Quinze meses de pandemia

Por

Celso Ming

Quando a casa está pegando fogo, ninguém consegue ver coisas boas que possam estar sucedendo em volta. É o que acontece também nesta pandemia. Mas será que essas coisas boas serão capazes de suplantar tantas coisas ruins? Convém conferir e parar para pensar.

Entre as coisas boas que vêm acontecendo no mundo podemos eleger pelo menos três. Nunca tantas vacinas foram desenvolvidas tão rapidamente ao mesmo tempo. E há outras em andamento. E isso merece comemoração.

Também em nenhuma crise anterior tantos governos e tantos bancos centrais despejaram tanto dinheiro para reverter a paradeira econômica e o desemprego. Os Estados Unidos, por exemplo, aprovaram um pacote fiscal de US$ 1,9 trilhão de socorro emergencial à população e o governo Biden prepara outro, de US$ 3 trilhões, destinado a investimentos em infraestrutura e em produção de energia limpa, com ideia de, em alguma medida, repetir o New Deal de Franklin Roosevelt, nos anos 30. Os grandes bancos centrais mantêm uma fartura de moeda em circulação que, nos países industrializados, segura os juros básicos em torno de zero por cento ao ano.

Em consequência desses dois fatores, a recuperação da economia mundial é inegável. A principal usina do mundo, os Estados Unidos, deve crescer neste ano 6,5%; a China, 7,8%; a zona do euro, 3,9% -- para ficar com as projeções da OCDE.

Mas não dá para parar apenas nesses sucessos; é preciso visão mais abrangente. A vacinação continua muito lenta e é desigual. Embora o presidente Biden garanta que, até o fim de abril, terão sido aplicados 200 milhões de doses e outros países, como Israel, tenham sido muito eficientes na imunização de sua população, não dá para omitir que serão necessários pelo menos 9 bilhões de doses para vacinar dois terços dos 6 bilhões de adultos que cobrem o planeta. E, no entanto, até agora não foram produzidos mais que 500 milhões, como observa Martin Wolf na sua coluna semanal do Financial Times.

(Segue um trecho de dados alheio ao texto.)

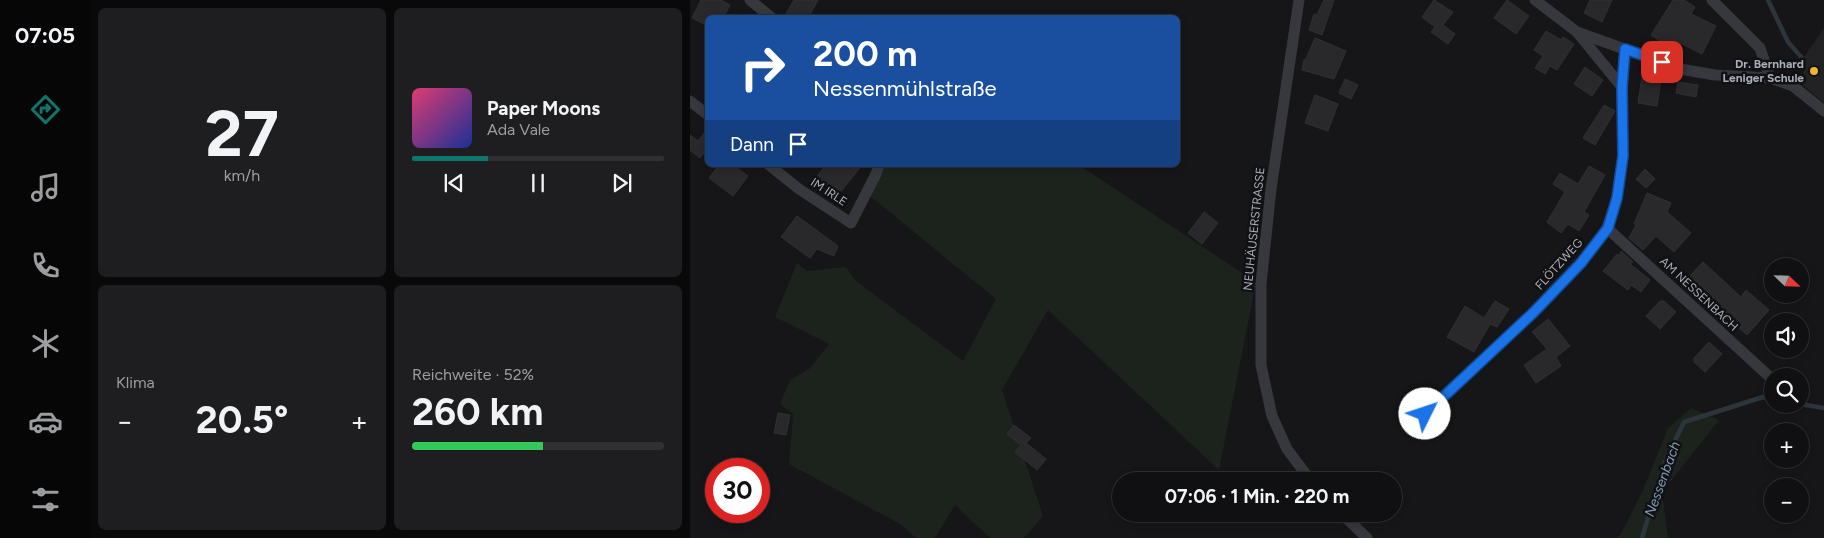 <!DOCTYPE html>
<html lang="de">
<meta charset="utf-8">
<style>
body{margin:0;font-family:Figtree,sans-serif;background:#1e1e20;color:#f1f3f6;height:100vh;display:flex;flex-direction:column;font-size:19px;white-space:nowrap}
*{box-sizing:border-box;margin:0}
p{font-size:16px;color:#9c9d9f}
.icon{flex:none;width:28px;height:28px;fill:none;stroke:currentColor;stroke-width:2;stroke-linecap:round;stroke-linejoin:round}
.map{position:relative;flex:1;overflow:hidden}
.side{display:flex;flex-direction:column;gap:8px;padding:8px;background:#09090a;width:600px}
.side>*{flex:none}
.hud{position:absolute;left:15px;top:15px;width:475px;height:152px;border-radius:8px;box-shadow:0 2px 8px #0003,0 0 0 1px #303032;background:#1a4fa0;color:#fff;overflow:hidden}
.needle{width:32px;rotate:113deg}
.buttons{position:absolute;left:1074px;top:258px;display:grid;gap:10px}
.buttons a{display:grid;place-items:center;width:45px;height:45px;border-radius:50%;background:#101012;box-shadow:0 2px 8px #0003,0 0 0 1px #303032;font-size:25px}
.speed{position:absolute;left:15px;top:458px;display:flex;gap:10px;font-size:25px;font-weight:700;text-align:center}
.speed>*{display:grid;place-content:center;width:65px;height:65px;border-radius:50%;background:#101012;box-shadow:0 2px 8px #0003,0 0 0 1px #303032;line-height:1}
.speed .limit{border:8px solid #d22;background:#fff;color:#111}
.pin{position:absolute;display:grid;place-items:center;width:42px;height:42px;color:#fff;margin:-21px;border-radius:10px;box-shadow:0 2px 8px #0006}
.me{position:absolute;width:55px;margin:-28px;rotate:49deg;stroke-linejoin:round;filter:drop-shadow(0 0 4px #0008)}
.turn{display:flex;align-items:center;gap:18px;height:105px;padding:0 25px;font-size:22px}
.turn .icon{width:65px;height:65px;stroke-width:2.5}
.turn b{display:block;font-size:35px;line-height:42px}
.then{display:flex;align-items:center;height:48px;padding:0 25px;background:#0003;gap:10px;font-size:19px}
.big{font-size:38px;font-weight:700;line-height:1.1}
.side .widget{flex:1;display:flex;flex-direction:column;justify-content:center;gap:8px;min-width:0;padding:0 18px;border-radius:8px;background:#1e1e20}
.side .dial{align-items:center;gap:0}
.dial b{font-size:65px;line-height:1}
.song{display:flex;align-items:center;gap:15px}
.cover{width:60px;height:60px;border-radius:8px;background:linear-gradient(135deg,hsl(340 70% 55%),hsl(230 70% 35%))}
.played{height:5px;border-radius:2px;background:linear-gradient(90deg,#0f766e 30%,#303032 30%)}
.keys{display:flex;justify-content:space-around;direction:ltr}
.heat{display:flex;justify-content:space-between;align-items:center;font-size:28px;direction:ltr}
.charge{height:8px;border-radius:4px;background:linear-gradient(90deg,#34c759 52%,#303032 0)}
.side .tiles{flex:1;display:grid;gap:8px;grid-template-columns:repeat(2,1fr)}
.trip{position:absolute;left:422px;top:472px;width:290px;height:50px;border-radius:25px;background:#101012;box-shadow:0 2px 8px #0003,0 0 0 1px #303032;font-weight:700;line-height:50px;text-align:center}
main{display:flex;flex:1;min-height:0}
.tabs{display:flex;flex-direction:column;width:90px;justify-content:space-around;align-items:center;background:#060607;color:#9c9d9f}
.tabs .icon{width:35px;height:35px}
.tabs .selected{color:#0f766e}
.tabs b{font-size:22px;color:#f1f3f6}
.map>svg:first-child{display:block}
</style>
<main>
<nav class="tabs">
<b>07:05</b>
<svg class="icon selected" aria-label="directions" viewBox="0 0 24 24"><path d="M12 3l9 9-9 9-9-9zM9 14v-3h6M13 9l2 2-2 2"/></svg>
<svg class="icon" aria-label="music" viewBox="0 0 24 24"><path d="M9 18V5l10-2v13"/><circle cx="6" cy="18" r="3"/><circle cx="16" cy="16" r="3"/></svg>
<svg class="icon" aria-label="phone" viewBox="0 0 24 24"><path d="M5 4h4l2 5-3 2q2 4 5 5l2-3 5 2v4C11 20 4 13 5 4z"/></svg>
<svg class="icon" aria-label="climate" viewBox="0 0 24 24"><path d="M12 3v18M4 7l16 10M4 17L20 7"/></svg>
<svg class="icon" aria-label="car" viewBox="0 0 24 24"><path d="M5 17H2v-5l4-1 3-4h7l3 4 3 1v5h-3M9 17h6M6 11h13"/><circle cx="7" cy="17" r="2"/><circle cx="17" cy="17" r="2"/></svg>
<svg class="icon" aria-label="filters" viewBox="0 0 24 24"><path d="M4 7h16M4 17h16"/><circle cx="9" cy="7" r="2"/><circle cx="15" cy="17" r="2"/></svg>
</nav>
<section class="side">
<div class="tiles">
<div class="widget dial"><b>27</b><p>km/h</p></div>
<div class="widget">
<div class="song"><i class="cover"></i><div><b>Paper Moons</b><p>Ada Vale</p></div></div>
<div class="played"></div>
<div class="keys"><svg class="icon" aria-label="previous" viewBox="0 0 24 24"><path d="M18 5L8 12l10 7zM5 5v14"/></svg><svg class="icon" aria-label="pause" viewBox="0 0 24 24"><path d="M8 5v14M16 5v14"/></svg><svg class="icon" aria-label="next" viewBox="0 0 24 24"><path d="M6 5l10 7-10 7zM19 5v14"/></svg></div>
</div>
<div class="widget"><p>Klima</p>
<div class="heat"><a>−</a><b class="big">20.5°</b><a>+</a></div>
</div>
<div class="widget"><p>Reichweite · 52%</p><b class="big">260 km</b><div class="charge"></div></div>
</div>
</section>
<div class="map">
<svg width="1134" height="538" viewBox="0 0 1134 538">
<rect width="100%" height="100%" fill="#161618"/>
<!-- built -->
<path fill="#222225" d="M1134 28V103L1113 85 1114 57Z"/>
<!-- green -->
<path fill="#1c231d" d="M192 165H389L566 282 529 470 358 310 312 390 353 516 334 538H300L265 505 245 538H226L210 524 99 464 103 414 90 404 100 380 119 369 139 344 85 317 107 263 117 271 156 267 166 281 273 361 306 299 180 196Z
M1001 408 1029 420 972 492 978 538H927L932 532 953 490 978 428Z"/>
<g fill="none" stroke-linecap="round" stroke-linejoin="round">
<!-- stream -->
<path stroke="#2c353c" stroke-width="4.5" d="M1078 0 1098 42 1112 58
M1110 404 1134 408
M952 538 975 462 994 422 1073 397 1082 399"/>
</g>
<!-- building -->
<path fill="#29292c" stroke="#303034" d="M11 0H31L40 5 33 18H18V26L2 18Z
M104 0H128L118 18H102L96 14Z
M634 0H644L632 35 619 30 624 14 627 15Z
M744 0 763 12 753 25 765 34 758 44 741 32 745 27 732 17Z
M817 0 839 16 826 34 804 18Z
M900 0H922L912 22 894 13Z
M983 0H994L1005 7 1001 14 1026 26 1012 54 984 40 980 47 961 35Z
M856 31 871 40 873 37 884 44 867 70 860 66 855 74 845 68 853 56 844 50Z
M625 38 656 51 644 79 612 70 614 60 616 59Z
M895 67 913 80 902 96 884 84Z
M952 77 971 80 967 106 948 103Z
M655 79 668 85 661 99 649 93Z
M988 82 1008 85 1006 97 986 93Z
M625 95 648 104 638 131 615 123Z
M914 105 925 111 905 145 893 138Z
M18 128V148L10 158 0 150V135L8 141Z
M29 165H43L58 176 43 196 19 178Z
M136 165H172L149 194 127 176Z
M899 166 915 175 894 212 899 215 889 231 878 224 871 233 857 222 875 192 863 184 870 173 888 184Z
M955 169 965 179 956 188 946 179Z
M957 193 981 203 977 212 1001 233 984 252 966 236 953 250 939 238 946 225 944 224Z
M514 212 528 223 512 244 498 233Z
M107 216 148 246 144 256 127 249 120 258 91 237Z
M931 251 943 262 940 264 960 280 951 292 941 285 938 290 913 271 927 254 929 256Z
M1013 262 1051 297 1056 290 1079 310 1057 335 995 281Z
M805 301 819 309 807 327 800 324 784 352 757 337 775 306 794 318Z
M970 301H974L986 312 970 329 956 316Z
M858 319 880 346 866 357 871 366 846 383 834 365 857 349 842 332Z
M1019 342 1032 354 1015 372 1004 362V358Z
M88 413 100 415 96 435 84 433Z
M324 425 341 438 336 443 356 459 347 470 325 452 331 445 317 434Z"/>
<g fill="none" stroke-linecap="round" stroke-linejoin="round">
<!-- minor -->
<path stroke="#37383d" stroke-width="11" d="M60 0 82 18
M609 0 581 189 571 284V365L582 416 597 449 621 481
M845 0 887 32 990 69 1025 75 1080 78 1103 86 1134 111
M1022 0 1070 48 1080 78
M932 87 935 49
M0 101 18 115
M79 165 109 189 161 223 186 174 189 165
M917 228 1082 379
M735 414 844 312 891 263 917 228 927 198 933 156 932 87 887 32
M652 514 677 538"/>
</g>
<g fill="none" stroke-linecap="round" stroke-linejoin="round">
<defs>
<path id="route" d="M735 414 844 312 891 263 918 228 927 198 933 156 932 87 935 49 972 62"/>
</defs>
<!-- route casing -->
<use href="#route" stroke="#114b97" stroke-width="12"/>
<!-- route -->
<use href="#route" stroke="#1a73e8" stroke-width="9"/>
</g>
<!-- markers -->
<circle fill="#f2b134" stroke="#111113" stroke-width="2" cx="1124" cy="71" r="5"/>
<g text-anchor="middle" stroke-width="5" stroke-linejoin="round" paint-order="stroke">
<!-- poi labels -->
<g font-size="12" font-weight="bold" fill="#a8adb8" stroke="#111113" text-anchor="end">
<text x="1114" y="68">Dr. Bernhard<tspan x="1114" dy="14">Leniger Schule</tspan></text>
</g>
<!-- street labels -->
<g font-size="12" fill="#a8adb8" stroke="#111113">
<text transform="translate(139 192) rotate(33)" y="4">IM IRLE</text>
<text transform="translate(564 229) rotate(-84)" y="4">NEUHÄUSERSTRASSE</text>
<text transform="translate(869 264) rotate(-48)" y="4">FLÖTZWEG</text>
<text transform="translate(1009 294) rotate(43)" y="4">AM NESSENBACH</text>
</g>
<!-- water labels -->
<g font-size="14" font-style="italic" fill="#7f9bb3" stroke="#111113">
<text transform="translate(972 479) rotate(-70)" y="5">Nessenbach</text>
</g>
</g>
</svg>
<div class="buttons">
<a><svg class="needle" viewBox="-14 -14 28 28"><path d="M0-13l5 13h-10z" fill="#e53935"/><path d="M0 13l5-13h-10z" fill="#9c9d9f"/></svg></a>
<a><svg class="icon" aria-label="sound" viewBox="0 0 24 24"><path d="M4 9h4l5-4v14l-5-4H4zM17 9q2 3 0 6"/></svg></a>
<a><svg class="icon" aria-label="search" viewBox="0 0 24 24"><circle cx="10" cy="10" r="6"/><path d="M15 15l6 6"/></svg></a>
<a>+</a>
<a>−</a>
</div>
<div class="speed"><div class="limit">30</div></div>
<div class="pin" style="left:972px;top:62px;background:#d93025"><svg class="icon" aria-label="arrive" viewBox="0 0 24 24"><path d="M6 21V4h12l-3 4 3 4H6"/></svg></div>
<svg class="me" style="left:735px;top:414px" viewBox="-20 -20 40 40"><circle r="19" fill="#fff"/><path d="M0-13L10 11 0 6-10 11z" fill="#1a73e8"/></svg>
<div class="trip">07:06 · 1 Min. · 220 m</div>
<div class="hud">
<div class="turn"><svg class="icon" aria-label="right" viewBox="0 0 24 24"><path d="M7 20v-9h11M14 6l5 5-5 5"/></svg><div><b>200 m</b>Nessenmühlstraße</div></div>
<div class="then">Dann<svg class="icon" aria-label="arrive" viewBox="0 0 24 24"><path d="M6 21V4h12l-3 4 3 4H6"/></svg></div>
</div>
</div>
</main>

A velocidade desigual da imunização fica clara a partir dos números fornecidos pela plataforma “Our World in Data”, ligada à Universidade de Oxford, que acompanha o ritmo da vacinação por doses aplicadas diariamente em relação à população. Uruguai e Chile estão entre os países que mais têm imunizado por esse critério: 1,11 e 1,04 dose aplicada por dia a cada 100 habitantes, respectivamente. Destacam-se também os Estados Unidos, com 0,86; e Israel, 0,50. Já o Brasil, a passos de tartaruga, tem aplicado 0,29 vacina por dia a cada 100 habitantes. Nível semelhante ao da Austrália 0,32; e Peru, 0,31. Em 15 meses, a covid-19 matou no mundo 2,7 milhões de pessoas.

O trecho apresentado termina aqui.